それが妹なのか、他人なのか、分からない。
——だが、会いに行ける可能性がある。
蓮は顔を上げ、ライアンを見た。
「……組む」
「賢明だな」
ライアンが、短く答えた。
「ただし、条件がある」
「何だ」
「ミオの権限利用は、彼女の明示的な同意がある時だけ。一度でも、無理に使ったら、契約は破棄する」
「分かった」
「それから、ジャンク・ギルドの幹部に、俺を面通ししろ。顔も名前も知らない連中と、長期契約はしない」
ライアンは数秒、蓮の顔を見てから、笑った。
「——親父さん譲りの頑固さだ。いいだろう、幹部会議は三日後、中層第十八層の隠れ家で開催する」
ライアンは立ち上がり、コートのフードを被り直した。
「じゃあ、三日後。
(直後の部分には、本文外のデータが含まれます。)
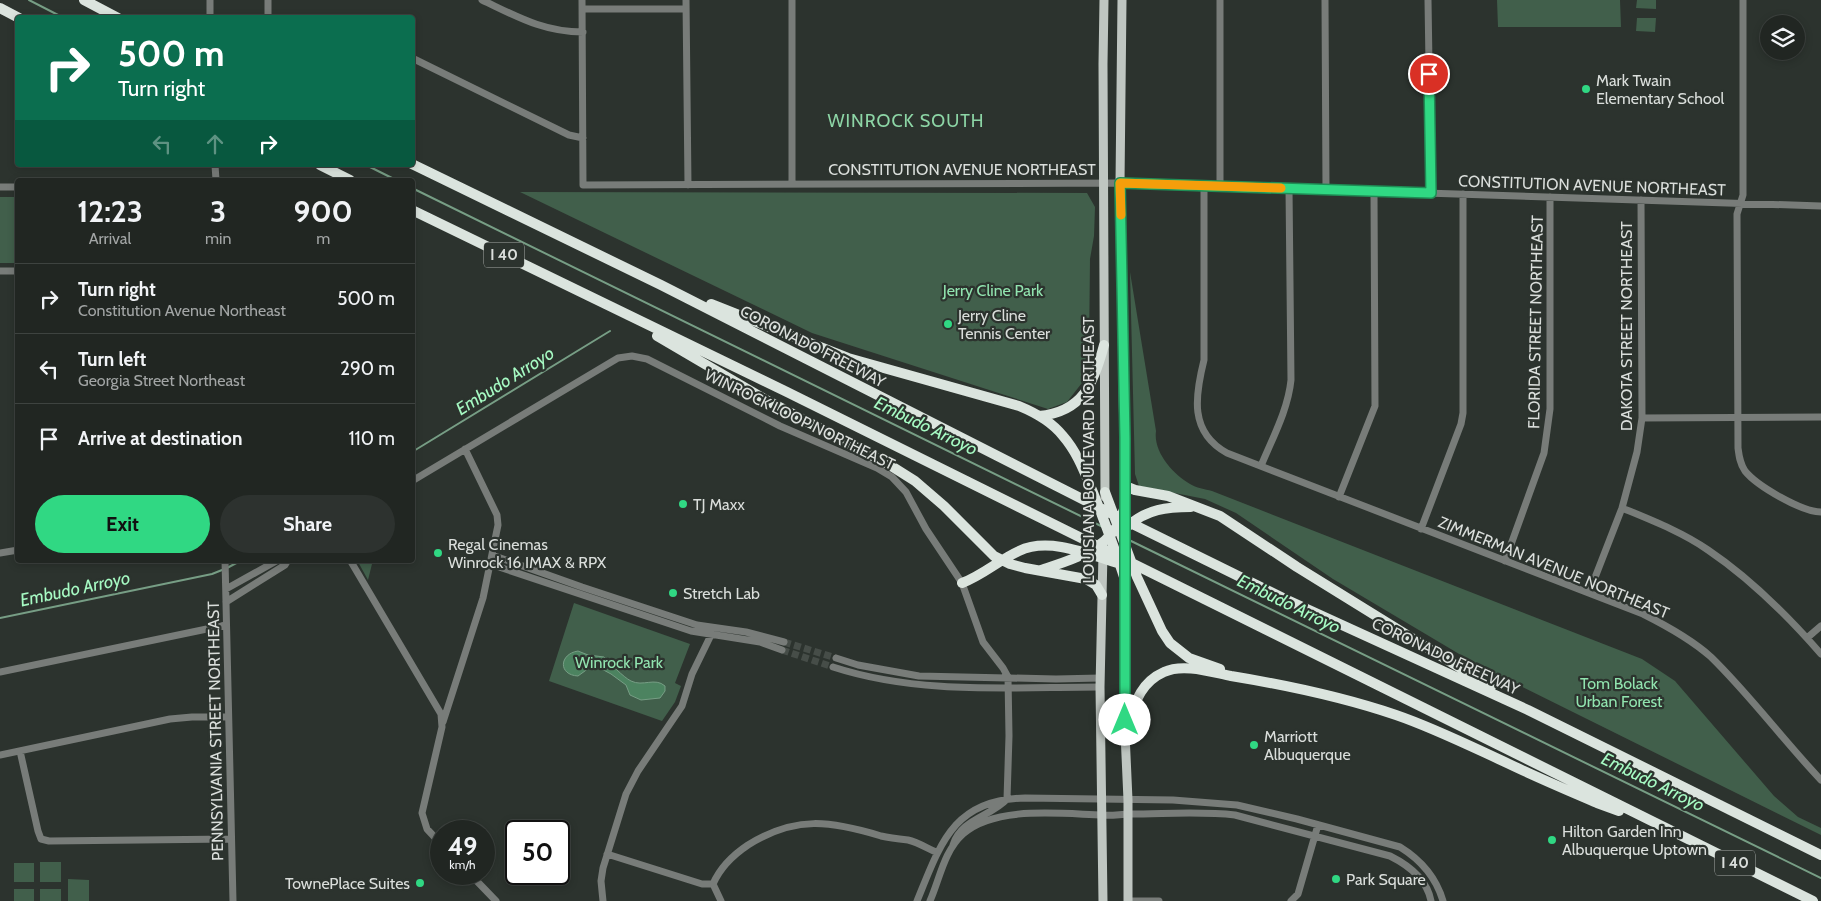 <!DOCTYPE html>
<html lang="en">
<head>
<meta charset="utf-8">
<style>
  :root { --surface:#212622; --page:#2d322f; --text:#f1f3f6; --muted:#a2a5a5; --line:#3e4340; --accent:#30d883 }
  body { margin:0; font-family:Cabin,sans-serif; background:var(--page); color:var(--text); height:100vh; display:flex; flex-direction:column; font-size:19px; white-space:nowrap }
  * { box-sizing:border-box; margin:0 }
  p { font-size:16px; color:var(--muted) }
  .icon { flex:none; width:28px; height:28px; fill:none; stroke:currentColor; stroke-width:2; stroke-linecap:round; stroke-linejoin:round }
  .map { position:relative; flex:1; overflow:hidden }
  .panel { position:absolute; left:15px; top:178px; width:400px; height:385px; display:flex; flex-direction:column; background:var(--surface); border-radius:5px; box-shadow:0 2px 8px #0003,0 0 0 1px var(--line) }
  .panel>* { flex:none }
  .banner { position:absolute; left:15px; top:15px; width:400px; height:152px; border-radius:5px; box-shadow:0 2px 8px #0003,0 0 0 1px var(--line); background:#0b6e4f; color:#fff; overflow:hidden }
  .buttons { position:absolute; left:1760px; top:15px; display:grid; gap:10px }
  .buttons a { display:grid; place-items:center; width:45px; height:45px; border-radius:50%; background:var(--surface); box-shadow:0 2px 8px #0003,0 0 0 1px var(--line); font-size:25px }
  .speed { position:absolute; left:430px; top:820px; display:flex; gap:10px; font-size:25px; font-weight:700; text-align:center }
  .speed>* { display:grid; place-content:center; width:65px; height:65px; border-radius:50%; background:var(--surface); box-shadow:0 2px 8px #0003,0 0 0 1px var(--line); line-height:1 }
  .speed small { font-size:12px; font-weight:400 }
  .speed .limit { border:2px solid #111; border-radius:8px; background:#fff; color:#111 }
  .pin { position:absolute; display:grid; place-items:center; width:42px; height:42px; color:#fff; margin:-21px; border:2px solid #fff; border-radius:50%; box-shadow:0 1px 5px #0007 }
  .me { position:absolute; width:55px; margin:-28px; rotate:0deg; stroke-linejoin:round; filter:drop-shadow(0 0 4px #0008) }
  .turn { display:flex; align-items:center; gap:18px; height:105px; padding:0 20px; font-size:22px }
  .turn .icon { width:65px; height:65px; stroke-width:2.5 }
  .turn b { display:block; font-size:35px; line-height:42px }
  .lanes { display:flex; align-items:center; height:48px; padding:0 20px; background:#0003; justify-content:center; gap:25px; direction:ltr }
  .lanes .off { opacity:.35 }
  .eta { display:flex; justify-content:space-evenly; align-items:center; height:85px; text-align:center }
  .eta b { font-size:30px; font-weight:700; line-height:35px }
  .action { display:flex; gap:10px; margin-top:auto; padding:10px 20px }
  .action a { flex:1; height:58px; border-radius:30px; background:var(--accent); color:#111; font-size:20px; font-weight:700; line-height:58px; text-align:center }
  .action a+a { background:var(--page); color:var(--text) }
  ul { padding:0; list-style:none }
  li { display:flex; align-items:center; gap:15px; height:70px; padding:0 20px; border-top:1px solid var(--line) }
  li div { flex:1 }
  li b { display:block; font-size:19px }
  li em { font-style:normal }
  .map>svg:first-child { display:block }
  .green { fill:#415f4b }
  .water { fill:#4c8360; stroke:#779e85 }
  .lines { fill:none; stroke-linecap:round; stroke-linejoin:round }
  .stream { stroke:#779e85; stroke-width:2 }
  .minor-tunnel { stroke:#464d48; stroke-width:7; stroke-dasharray:7 3.5; stroke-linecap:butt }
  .minor { stroke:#787c79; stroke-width:7 }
  .major { stroke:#bfc6c1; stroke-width:9 }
  .highway { stroke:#dbe4de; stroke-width:10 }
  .route-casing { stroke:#1f8c55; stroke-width:12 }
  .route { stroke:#30d883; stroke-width:9 }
  .slow { stroke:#f59e0b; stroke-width:9 }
  .poi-dot { fill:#30d883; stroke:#2c332e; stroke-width:2 }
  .labels { text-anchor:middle; stroke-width:4.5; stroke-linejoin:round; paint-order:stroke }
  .shield { fill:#2c332e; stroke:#a6aba7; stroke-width:1 }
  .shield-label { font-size:15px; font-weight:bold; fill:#dadedb }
  .poi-label { font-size:16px; fill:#dadedb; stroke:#2c332e; text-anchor:start }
  .street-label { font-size:16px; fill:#dadedb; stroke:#2c332e }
  .park-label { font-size:16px; fill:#91e4af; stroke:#2c332e }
  .neighbourhood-label { font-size:18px; letter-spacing:1px; fill:#8dd6a6; stroke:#2c332e }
  .water-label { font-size:18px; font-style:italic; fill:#a6fac3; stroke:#2c332e }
</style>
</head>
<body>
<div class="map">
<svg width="1821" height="901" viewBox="0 0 1821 901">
  <rect width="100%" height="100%" fill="#2c332e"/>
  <path class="green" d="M1497 0H1620L1621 27H1498Z
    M1637 0H1656V9L1636 8Z
    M1637 18H1656L1655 32 1636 31Z
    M520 192 1087 193 1095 207 1094 236 1090 259 1089 352 1085 379 1067 402 1048 409 812 333Z
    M0 197H17V263H0Z
    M1130 272 1156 431C1153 452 1173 474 1190 484 1196 488 1205 489 1212 491L1642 659 1675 681 1774 796 1798 817 1821 828V835L1476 664 1333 579 1236 513 1205 499 1139 486 1135 474Z
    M357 560H373L368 580Z
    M574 603 690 644 675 683 681 686 675 702 662 721 549 681Z
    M40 862H61V882H40Z
    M14 863H34V882H14Z
    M68 879 89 880V901H68Z
    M14 889H34V901H14Z
    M40 889H61V901H40Z"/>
  <path class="water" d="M578 651 588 655 604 657C610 663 623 677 631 681 643 687 655 677 665 686V691L660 698 641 700 630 695 626 685 611 674 598 667 589 668 578 676C558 675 559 654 578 651Z"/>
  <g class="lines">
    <path class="stream" d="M29 0 64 18
      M366 165 396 180
      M412 188 1103 527
      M412 452 610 331
      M1127 539 1821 878
      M227 568 242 560
      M0 618 212 574 222 570"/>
    <path class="minor-tunnel" d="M784 642 836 658
      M782 650 833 667"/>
    <path class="minor" d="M210 0V18
      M482 0C516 16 543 32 583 32
      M582 0 583 185 1120 183 1821 206
      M686 0 688 185
      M1220 0V186
      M1325 0 1326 190
      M1428 0 1431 193
      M1743 0V195L1737 214 1738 448C1739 456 1740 464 1745 471 1757 486 1802 512 1821 512
      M583 9H686
      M268 16V0
      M412 58 569 135 583 138
      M215 165 216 180
      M792 183V0
      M1204 185V360C1195 396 1189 432 1227 453L1643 614C1667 626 1691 639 1711 657 1750 695 1783 740 1821 780
      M0 187H18
      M0 271H18
      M1642 418 1821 417
      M1261 466C1272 439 1288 410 1291 380L1289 188
      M412 481 618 358 632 356 647 359 780 426 877 468 892 477 906 492 926 529 962 583 983 642 1003 668 1008 677 1009 736 1007 799C990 817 961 819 953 845
      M1339 497 1375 406 1374 192
      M1622 508C1651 520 1682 532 1708 550 1751 579 1787 615 1821 654
      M1421 529 1461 424 1463 413V194
      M0 553 18 550
      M492 555 582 587 697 625 746 632 784 642
      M225 560 233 901
      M350 560 441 714 442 727 422 813 427 829 441 844
      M1505 561 1544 453 1550 409V197
      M490 564 691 631 760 642 782 650
      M226 589 278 560
      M1589 593 1622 508 1637 452 1642 418 1641 200
      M226 602 285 565 288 560
      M1807 638 1821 626
      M836 658 858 665 919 676 1056 679 1100 678
      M833 667C919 695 1011 687 1100 687
      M0 672 226 625
      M443 722 483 598 498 525 497 515 465 449
      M20 751 38 831 41 839 49 841 231 839
      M0 755 170 719 192 717H228
      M607 854 702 884H713
      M470 874 496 901
      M603 901 601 881 603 868 626 794 638 771 682 706 692 674 711 635
      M721 901 713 884C720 868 733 855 748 845 796 815 831 821 881 836 890 838 899 839 908 840 917 842 927 848 936 852
      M917 901C940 845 953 799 1025 798L1173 800 1237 805 1297 819 1400 847C1421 860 1436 877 1443 901
      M930 901C940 878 944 851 963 834 995 805 1063 814 1103 815 1112 816 1121 814 1130 814 1165 814 1200 811 1235 815L1390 856C1408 865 1427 879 1431 901
      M1128 901H1159
      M1291 901 1298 894 1318 825"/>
    <path class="major" d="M1104 0 1103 64 1105 497
      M1122 0 1120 183 1125 513
      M1103 553 1100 687 1103 901
      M1125 574V733L1128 800V901"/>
    <path class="highway" d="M84 0 118 18
      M0 8 19 18
      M412 164 661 285 1092 504 1285 599 1528 710 1821 855
      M320 165 350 180
      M412 210 787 392 1813 901
      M711 304 848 358 1019 406C1036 413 1052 422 1063 436 1077 452 1084 471 1092 490 1104 520 1115 549 1125 580
      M657 336 766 400 888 464 915 481 944 506 994 556 1010 564 1025 568 1086 579 1096 585 1102 595
      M1039 416C1083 412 1094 383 1104 345
      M1125 486 1135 490 1168 496 1220 516 1297 567 1491 687
      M1105 492 1137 577 1162 631 1170 643 1189 658 1220 669
      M1128 526C1147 509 1167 507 1191 507
      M1041 570C1067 561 1102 552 1117 526 1121 520 1122 513 1125 507
      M962 583C983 575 999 560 1019 551 1050 536 1093 556 1124 565
      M1125 733C1134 709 1137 684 1164 672 1183 663 1211 672 1231 676 1286 685 1343 697 1396 715 1434 728 1470 746 1507 763 1536 777 1567 790 1597 803L1619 811"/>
  </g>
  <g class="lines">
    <defs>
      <path id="route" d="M1125 720V438L1120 183 1431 193 1429 74"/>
    </defs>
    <use href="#route" class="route-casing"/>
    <use href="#route" class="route"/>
    <path class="slow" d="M1121 215 1120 183 1281 188"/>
  </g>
  <g class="poi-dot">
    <circle cx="1586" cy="89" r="5"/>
    <circle cx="948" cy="324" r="5"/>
    <circle cx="683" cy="504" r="5"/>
    <circle cx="438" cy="553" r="5"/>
    <circle cx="673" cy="593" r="5"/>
    <circle cx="1254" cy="745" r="5"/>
    <circle cx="1552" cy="840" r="5"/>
    <circle cx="1336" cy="879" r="5"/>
    <circle cx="420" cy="883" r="5"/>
  </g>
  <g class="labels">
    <g class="shield">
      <rect x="484" y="242.5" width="40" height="25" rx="4"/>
      <rect x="1715" y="850.5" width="40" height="25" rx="4"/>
    </g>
    <g class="shield-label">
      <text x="504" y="260">I 40</text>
      <text x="1735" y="868">I 40</text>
    </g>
    <g class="poi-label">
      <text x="1596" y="86">Mark Twain<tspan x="1596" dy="18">Elementary School</tspan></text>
      <text x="958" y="321">Jerry Cline<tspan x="958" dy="18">Tennis Center</tspan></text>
      <text x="693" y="510">TJ Maxx</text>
      <text x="448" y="550">Regal Cinemas<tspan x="448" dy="18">Winrock 16 IMAX &amp; RPX</tspan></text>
      <text x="683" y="599">Stretch Lab</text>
      <text x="1264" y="742">Marriott<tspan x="1264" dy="18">Albuquerque</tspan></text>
      <text x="1562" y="837">Hilton Garden Inn<tspan x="1562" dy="18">Albuquerque Uptown</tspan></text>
      <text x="1346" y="885">Park Square</text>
      <text x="410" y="889" text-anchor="end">TownePlace Suites</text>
    </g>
    <g class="street-label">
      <text x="962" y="175">CONSTITUTION AVENUE NORTHEAST</text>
      <text transform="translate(1592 185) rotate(2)" y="6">CONSTITUTION AVENUE NORTHEAST</text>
      <text transform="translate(1535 322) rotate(-89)" y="6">FLORIDA STREET NORTHEAST</text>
      <text transform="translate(1626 326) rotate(-90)" y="6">DAKOTA STREET NORTHEAST</text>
      <text transform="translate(813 346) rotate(27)" y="6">CORONADO FREEWAY</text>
      <text transform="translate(800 419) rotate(26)" y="6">WINROCK LOOP NORTHEAST</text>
      <text transform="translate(1088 450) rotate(-90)" y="6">LOUISIANA BOULEVARD NORTHEAST</text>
      <text transform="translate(1554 567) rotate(22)" y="6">ZIMMERMAN AVENUE NORTHEAST</text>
      <text transform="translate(1446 656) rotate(25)" y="6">CORONADO FREEWAY</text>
      <text transform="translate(215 731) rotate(-91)" y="6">PENNSYLVANIA STREET NORTHEAST</text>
    </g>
    <g class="park-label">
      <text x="993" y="296">Jerry Cline Park</text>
      <text x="619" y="668">Winrock Park</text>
      <text x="1619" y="689">Tom Bolack<tspan x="1619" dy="18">Urban Forest</tspan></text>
    </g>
    <g class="neighbourhood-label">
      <text x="906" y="127">WINROCK SOUTH</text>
    </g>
    <g class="water-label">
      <text transform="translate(505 381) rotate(-32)" y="6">Embudo Arroyo</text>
      <text transform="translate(926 426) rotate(26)" y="6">Embudo Arroyo</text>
      <text transform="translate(75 589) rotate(-12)" y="6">Embudo Arroyo</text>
      <text transform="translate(1289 604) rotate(26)" y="6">Embudo Arroyo</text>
      <text transform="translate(1653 782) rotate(26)" y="6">Embudo Arroyo</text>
    </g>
  </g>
</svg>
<div class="buttons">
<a><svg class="icon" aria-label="layers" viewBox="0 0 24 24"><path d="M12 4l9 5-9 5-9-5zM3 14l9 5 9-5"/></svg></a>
</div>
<div class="speed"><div>49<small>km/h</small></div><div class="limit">50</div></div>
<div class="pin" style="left:1429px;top:74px;background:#d93025"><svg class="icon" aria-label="arrive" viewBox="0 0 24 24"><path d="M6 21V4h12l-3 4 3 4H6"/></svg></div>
<svg class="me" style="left:1125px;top:720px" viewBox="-20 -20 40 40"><circle r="19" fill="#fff"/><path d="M0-13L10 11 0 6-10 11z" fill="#30d883"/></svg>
<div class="banner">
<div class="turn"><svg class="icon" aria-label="right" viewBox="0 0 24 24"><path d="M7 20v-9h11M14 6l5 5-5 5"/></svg><div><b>500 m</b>Turn right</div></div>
<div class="lanes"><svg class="icon off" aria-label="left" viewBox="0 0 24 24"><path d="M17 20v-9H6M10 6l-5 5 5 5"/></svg><svg class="icon off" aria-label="ahead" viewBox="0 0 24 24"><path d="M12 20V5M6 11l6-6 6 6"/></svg><svg class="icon" aria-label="right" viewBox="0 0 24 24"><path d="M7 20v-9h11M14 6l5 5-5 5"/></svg></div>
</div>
<section class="panel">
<div class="eta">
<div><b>12:23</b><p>Arrival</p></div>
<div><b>3</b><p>min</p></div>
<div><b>900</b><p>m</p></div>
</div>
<ul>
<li><svg class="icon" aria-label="right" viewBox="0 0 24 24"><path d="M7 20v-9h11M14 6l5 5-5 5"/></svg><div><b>Turn right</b><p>Constitution Avenue Northeast</p></div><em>500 m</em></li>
<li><svg class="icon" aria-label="left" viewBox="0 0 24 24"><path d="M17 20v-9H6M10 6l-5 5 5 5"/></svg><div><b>Turn left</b><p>Georgia Street Northeast</p></div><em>290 m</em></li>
<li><svg class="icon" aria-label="arrive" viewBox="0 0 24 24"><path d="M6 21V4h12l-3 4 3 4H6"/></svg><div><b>Arrive at destination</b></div><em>110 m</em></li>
</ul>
<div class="action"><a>Exit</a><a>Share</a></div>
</section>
</div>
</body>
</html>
——それまで、ゼノンに見つかるなよ」
「ゼノン?」
蓮は眉を寄せた。
ライアンは、店を出る直前、振り返って言った。
「マリーンの敗北と、お前の映らない男宣言で、企業が本気になった。——S級ダイバー、電磁使いのゼノンが、お前の捕縛任務を直々に引き受けたそうだ」
ライアンは手を振り、夜の路地へと消えていった。
蓮はコーヒーを飲み干し、カウンターに肘をついた。
——ゼノン。
聞いたことのない名前だった。だが、S級という言葉の重さだけは、理解できた。
サキが、壁際で短く呟いた。
「……厄介だね」
「ああ」
蓮は立ち上がった。奥の部屋で眠っているミオの方を、ちらりと見た。
少女の寝顔は、静かだった。だが、蓮には、彼女の頬が、先ほどより少しだけ柔らかく見える気がした。
夜明けまで、あと数時間。
そして、三日後、ギルドの幹部と会う。
その間に——ゼノンが動く。
蓮は、パイルバンカーのセーフティを、もう一度確認した。